### EXERCISE
In the records that follow, the lines from the one containing "M850,583L883,611L854,644L822,617Z" to the one containing "M750,704L782,730L755,763L723,735Z", inclusive, are to be given again exactly.

### Dataset entries
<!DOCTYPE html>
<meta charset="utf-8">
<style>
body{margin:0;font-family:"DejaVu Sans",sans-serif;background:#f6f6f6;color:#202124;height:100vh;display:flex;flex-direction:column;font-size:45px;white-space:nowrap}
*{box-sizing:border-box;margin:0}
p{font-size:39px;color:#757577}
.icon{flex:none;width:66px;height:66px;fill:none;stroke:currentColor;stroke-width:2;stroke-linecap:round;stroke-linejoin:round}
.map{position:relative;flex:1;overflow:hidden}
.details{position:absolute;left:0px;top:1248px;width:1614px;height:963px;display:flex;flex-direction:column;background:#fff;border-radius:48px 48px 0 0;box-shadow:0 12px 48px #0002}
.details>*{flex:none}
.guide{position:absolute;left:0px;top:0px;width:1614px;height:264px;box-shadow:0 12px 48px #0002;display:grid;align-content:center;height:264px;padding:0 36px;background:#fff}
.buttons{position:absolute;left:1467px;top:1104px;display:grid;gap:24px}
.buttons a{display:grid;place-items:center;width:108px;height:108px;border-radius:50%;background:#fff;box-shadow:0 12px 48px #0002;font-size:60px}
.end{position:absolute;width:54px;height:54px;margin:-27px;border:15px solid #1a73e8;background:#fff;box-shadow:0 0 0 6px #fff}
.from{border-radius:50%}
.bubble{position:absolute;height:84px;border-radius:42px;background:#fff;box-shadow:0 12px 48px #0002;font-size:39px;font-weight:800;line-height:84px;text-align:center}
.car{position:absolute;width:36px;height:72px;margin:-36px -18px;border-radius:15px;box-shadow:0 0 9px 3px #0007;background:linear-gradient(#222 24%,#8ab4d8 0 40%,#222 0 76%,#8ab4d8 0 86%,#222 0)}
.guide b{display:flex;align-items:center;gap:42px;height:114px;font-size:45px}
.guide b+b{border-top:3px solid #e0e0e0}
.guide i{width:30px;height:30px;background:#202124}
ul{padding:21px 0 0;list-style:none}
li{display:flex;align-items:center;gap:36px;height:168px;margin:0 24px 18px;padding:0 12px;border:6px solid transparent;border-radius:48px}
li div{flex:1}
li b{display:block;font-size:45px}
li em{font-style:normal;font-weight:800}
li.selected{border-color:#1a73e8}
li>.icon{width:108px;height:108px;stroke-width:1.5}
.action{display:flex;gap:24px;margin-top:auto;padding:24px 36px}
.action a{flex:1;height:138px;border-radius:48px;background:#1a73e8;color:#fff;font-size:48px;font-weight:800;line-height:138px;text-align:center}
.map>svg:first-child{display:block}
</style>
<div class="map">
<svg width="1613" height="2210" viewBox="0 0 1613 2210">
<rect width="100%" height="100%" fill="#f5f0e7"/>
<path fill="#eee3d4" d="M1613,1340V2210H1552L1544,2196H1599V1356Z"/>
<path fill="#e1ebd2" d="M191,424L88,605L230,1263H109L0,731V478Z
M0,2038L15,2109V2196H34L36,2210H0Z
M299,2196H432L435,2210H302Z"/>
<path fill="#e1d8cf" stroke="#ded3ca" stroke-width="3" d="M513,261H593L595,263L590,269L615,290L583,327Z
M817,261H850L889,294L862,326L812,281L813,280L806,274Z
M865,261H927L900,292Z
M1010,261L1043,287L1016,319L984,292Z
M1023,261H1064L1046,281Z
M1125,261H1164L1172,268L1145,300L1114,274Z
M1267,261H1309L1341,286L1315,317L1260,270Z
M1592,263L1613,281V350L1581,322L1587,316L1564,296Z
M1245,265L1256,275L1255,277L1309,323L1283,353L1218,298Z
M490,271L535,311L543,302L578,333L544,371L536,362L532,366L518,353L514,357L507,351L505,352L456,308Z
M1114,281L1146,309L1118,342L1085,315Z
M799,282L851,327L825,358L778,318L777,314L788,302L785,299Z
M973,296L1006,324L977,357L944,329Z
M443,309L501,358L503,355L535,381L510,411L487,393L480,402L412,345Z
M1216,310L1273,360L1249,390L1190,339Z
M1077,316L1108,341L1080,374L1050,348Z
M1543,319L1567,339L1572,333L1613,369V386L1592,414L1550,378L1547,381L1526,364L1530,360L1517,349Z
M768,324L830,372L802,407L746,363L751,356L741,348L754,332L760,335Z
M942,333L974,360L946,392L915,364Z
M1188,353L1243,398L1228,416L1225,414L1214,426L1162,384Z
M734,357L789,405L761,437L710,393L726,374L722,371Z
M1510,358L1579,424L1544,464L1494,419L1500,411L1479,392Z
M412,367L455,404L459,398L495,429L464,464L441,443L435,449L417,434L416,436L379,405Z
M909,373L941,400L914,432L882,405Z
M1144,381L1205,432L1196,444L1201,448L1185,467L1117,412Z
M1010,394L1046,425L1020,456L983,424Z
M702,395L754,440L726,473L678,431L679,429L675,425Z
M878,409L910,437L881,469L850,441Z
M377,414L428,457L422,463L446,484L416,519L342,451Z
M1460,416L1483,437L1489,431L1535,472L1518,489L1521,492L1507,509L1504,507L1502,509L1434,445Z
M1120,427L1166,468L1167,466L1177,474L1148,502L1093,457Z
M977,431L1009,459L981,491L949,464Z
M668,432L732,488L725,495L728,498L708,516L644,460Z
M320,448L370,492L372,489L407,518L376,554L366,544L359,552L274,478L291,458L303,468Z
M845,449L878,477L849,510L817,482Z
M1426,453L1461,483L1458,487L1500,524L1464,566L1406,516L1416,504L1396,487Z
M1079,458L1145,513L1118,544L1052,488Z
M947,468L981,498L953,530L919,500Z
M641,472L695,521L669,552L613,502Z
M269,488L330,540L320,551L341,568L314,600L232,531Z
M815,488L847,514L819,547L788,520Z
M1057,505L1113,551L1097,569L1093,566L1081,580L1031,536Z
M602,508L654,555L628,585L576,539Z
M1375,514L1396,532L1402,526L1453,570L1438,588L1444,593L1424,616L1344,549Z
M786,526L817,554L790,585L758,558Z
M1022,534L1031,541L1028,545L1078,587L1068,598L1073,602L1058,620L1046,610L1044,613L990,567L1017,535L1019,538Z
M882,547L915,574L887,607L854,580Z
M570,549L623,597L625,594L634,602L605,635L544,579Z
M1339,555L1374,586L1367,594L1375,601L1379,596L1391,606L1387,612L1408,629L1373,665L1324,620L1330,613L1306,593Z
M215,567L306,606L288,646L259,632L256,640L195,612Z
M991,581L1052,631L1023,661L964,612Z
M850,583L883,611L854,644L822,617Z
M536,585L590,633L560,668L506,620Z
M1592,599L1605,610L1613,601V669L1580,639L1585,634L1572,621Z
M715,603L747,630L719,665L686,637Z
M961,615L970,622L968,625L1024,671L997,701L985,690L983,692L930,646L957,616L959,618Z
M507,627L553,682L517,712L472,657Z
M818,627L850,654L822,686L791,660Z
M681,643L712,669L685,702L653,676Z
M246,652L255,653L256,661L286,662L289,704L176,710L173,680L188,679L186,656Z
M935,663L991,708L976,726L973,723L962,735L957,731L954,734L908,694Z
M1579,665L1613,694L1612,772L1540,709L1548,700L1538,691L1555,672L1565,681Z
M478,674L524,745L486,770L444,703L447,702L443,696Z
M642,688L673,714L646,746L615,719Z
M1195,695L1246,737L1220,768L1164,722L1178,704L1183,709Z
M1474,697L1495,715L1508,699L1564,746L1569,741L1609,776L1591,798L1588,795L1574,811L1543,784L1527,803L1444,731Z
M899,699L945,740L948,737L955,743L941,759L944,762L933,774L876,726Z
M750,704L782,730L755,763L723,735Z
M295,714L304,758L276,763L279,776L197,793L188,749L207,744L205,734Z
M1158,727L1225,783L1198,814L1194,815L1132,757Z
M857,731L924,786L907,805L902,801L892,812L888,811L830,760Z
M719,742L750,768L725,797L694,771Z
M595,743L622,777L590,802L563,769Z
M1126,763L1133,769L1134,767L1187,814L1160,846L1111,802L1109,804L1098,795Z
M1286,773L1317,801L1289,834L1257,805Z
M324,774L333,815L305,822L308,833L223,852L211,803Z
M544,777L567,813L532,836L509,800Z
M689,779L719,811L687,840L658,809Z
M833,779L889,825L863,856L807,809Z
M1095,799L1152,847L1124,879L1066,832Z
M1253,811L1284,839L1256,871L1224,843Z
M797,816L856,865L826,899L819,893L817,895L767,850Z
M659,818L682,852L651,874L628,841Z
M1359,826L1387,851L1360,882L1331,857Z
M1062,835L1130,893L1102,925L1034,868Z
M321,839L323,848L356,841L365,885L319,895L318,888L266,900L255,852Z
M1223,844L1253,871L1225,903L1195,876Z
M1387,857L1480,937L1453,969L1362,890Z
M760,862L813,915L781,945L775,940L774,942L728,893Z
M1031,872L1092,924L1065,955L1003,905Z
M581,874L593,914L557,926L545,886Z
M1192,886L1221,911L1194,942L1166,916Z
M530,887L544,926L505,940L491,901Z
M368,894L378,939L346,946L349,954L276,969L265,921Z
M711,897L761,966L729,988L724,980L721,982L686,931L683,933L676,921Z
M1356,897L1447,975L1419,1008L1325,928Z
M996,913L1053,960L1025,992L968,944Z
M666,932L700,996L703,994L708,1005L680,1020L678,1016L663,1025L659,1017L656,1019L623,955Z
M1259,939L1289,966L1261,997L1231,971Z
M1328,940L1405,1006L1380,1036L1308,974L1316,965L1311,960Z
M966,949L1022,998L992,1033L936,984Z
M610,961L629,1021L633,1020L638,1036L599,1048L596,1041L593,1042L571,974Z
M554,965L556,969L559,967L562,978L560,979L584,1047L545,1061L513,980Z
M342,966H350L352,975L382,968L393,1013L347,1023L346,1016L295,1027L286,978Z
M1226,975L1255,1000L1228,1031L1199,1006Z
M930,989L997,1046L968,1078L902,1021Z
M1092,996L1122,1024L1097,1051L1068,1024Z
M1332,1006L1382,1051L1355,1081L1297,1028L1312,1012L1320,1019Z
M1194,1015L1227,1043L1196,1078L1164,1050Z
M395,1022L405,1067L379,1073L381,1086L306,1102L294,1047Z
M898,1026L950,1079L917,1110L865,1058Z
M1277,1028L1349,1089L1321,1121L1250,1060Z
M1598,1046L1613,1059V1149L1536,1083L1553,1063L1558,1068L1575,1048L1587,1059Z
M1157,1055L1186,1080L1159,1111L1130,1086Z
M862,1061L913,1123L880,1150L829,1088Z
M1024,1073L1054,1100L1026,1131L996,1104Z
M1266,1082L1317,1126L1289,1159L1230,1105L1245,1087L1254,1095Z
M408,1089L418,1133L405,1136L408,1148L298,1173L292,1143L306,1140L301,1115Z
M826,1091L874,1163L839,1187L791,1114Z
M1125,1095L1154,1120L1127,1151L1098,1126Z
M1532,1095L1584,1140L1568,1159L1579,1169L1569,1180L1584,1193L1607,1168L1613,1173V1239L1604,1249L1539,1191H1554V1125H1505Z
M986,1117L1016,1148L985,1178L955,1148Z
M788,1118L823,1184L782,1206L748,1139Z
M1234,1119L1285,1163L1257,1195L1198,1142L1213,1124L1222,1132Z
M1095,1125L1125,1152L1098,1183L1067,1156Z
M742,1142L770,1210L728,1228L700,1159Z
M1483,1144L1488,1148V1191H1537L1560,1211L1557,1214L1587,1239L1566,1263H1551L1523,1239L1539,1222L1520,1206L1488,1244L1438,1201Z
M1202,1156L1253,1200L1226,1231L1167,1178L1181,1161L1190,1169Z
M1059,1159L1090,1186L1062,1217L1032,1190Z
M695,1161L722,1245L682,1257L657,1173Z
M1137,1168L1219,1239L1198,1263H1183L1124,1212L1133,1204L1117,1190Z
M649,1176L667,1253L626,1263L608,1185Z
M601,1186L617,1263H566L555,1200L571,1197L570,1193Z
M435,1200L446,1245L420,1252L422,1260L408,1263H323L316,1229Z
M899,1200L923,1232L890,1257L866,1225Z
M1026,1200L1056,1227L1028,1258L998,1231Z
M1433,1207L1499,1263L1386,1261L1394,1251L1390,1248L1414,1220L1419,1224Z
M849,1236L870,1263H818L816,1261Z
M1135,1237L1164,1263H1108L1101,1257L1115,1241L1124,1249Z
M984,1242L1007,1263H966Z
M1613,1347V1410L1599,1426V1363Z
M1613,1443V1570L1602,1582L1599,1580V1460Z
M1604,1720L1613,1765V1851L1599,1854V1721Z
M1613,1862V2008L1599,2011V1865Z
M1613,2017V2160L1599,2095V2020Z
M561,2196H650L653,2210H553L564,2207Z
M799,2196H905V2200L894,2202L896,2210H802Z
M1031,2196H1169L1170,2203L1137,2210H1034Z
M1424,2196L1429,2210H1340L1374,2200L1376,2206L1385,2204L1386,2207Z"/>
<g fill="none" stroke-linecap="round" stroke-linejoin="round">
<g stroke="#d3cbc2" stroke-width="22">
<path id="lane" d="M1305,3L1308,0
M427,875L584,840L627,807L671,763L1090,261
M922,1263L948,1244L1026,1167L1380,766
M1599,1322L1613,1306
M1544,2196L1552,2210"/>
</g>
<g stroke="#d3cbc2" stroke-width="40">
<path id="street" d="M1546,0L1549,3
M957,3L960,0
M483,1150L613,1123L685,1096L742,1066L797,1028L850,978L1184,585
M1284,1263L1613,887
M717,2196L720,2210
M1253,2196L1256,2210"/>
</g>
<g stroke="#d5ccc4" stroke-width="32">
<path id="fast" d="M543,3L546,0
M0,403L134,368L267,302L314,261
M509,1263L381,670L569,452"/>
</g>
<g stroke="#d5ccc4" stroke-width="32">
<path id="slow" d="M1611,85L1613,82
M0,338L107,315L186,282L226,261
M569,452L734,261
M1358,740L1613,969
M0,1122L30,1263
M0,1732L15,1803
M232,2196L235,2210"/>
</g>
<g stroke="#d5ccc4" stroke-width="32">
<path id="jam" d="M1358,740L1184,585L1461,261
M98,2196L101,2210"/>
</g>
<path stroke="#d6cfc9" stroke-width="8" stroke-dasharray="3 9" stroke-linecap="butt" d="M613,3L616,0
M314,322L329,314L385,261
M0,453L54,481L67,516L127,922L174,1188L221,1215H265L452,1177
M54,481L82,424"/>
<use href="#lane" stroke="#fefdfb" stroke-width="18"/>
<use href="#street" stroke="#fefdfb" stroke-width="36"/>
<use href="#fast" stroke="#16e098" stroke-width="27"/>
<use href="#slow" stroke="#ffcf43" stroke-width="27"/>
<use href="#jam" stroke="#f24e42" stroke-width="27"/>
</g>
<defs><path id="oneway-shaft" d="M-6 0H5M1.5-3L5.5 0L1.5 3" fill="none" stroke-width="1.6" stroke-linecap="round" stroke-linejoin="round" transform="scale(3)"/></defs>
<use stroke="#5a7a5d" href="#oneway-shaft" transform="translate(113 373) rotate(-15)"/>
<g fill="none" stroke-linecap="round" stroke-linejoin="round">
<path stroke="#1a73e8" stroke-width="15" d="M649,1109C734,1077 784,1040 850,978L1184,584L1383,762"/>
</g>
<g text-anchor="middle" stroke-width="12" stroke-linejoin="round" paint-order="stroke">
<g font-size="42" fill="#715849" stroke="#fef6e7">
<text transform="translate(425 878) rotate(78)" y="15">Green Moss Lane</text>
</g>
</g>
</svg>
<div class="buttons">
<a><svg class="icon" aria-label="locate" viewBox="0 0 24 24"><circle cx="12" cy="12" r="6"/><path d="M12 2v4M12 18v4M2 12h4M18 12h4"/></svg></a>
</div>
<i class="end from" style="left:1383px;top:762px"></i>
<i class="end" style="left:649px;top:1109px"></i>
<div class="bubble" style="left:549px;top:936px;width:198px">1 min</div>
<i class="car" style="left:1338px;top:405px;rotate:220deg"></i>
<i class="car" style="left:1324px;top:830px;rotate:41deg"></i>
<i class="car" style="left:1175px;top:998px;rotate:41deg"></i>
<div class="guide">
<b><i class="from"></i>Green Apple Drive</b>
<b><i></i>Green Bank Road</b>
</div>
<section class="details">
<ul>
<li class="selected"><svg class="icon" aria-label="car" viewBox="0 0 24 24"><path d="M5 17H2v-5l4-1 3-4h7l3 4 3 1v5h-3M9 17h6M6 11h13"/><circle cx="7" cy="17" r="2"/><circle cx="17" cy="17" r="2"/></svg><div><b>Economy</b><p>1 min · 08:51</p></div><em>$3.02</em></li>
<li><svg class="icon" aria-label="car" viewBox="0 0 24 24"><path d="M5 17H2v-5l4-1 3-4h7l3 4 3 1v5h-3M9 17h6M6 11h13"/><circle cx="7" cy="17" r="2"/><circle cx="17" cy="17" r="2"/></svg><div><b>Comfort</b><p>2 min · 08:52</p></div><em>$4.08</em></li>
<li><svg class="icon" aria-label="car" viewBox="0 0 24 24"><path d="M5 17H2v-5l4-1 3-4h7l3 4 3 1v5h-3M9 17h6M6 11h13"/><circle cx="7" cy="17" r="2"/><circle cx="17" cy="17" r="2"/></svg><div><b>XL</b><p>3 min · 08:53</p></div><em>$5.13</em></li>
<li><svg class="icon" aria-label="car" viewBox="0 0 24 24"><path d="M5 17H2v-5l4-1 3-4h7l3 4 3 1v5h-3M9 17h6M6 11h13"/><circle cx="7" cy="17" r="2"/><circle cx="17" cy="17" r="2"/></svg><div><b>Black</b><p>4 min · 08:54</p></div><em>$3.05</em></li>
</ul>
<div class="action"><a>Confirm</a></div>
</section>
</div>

### WRITTEN RESPONSE
M850,583L883,611L854,644L822,617Z
M536,585L590,633L560,668L506,620Z
M1592,599L1605,610L1613,601V669L1580,639L1585,634L1572,621Z
M715,603L747,630L719,665L686,637Z
M961,615L970,622L968,625L1024,671L997,701L985,690L983,692L930,646L957,616L959,618Z
M507,627L553,682L517,712L472,657Z
M818,627L850,654L822,686L791,660Z
M681,643L712,669L685,702L653,676Z
M246,652L255,653L256,661L286,662L289,704L176,710L173,680L188,679L186,656Z
M935,663L991,708L976,726L973,723L962,735L957,731L954,734L908,694Z
M1579,665L1613,694L1612,772L1540,709L1548,700L1538,691L1555,672L1565,681Z
M478,674L524,745L486,770L444,703L447,702L443,696Z
M642,688L673,714L646,746L615,719Z
M1195,695L1246,737L1220,768L1164,722L1178,704L1183,709Z
M1474,697L1495,715L1508,699L1564,746L1569,741L1609,776L1591,798L1588,795L1574,811L1543,784L1527,803L1444,731Z
M899,699L945,740L948,737L955,743L941,759L944,762L933,774L876,726Z
M750,704L782,730L755,763L723,735Z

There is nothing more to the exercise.